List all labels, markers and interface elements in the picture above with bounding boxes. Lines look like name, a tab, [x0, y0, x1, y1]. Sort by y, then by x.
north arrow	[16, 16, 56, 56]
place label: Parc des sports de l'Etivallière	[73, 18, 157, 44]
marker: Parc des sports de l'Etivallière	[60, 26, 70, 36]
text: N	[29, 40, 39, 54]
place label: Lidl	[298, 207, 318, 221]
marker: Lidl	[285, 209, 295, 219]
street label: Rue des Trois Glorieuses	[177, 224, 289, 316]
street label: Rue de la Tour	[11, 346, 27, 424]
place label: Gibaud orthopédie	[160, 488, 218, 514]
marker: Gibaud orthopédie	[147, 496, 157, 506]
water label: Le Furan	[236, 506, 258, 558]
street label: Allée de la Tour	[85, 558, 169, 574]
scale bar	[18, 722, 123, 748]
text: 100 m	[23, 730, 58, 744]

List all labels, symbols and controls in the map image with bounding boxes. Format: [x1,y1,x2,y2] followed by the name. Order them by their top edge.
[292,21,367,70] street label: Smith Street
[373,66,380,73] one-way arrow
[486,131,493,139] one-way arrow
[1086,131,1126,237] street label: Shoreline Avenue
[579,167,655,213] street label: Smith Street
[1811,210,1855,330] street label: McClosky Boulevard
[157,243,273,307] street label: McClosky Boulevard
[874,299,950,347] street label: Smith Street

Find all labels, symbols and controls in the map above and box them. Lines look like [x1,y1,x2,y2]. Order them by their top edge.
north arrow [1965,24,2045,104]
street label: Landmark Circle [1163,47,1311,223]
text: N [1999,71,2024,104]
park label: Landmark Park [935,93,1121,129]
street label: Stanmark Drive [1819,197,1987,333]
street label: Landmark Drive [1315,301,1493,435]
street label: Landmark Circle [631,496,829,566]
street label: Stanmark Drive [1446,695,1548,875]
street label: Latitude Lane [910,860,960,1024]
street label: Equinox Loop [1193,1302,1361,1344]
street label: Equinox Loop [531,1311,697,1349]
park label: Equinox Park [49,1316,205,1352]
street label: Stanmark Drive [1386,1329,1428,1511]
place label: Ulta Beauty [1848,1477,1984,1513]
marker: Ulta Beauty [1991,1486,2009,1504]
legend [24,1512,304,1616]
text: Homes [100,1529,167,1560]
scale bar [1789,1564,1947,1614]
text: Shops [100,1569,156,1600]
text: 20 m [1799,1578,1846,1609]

# What the task asks:
All that is wanted is the set of lines from the one with "List all labels, symbols" through the last line of the entries, both included, output exactly.

# Written answer:
List all labels, symbols and controls in the map image with bounding boxes. Format: [x1,y1,x2,y2] followed by the name. Order them by their top edge.
[292,21,367,70] street label: Smith Street
[373,66,380,73] one-way arrow
[486,131,493,139] one-way arrow
[1086,131,1126,237] street label: Shoreline Avenue
[579,167,655,213] street label: Smith Street
[1811,210,1855,330] street label: McClosky Boulevard
[157,243,273,307] street label: McClosky Boulevard
[874,299,950,347] street label: Smith Street

Find all labels, symbols and controls in the map above and box them. Lines look like [x1,y1,x2,y2]. Order them by their top edge.
north arrow [1965,24,2045,104]
street label: Landmark Circle [1163,47,1311,223]
text: N [1999,71,2024,104]
park label: Landmark Park [935,93,1121,129]
street label: Stanmark Drive [1819,197,1987,333]
street label: Landmark Drive [1315,301,1493,435]
street label: Landmark Circle [631,496,829,566]
street label: Stanmark Drive [1446,695,1548,875]
street label: Latitude Lane [910,860,960,1024]
street label: Equinox Loop [1193,1302,1361,1344]
street label: Equinox Loop [531,1311,697,1349]
park label: Equinox Park [49,1316,205,1352]
street label: Stanmark Drive [1386,1329,1428,1511]
place label: Ulta Beauty [1848,1477,1984,1513]
marker: Ulta Beauty [1991,1486,2009,1504]
legend [24,1512,304,1616]
text: Homes [100,1529,167,1560]
scale bar [1789,1564,1947,1614]
text: Shops [100,1569,156,1600]
text: 20 m [1799,1578,1846,1609]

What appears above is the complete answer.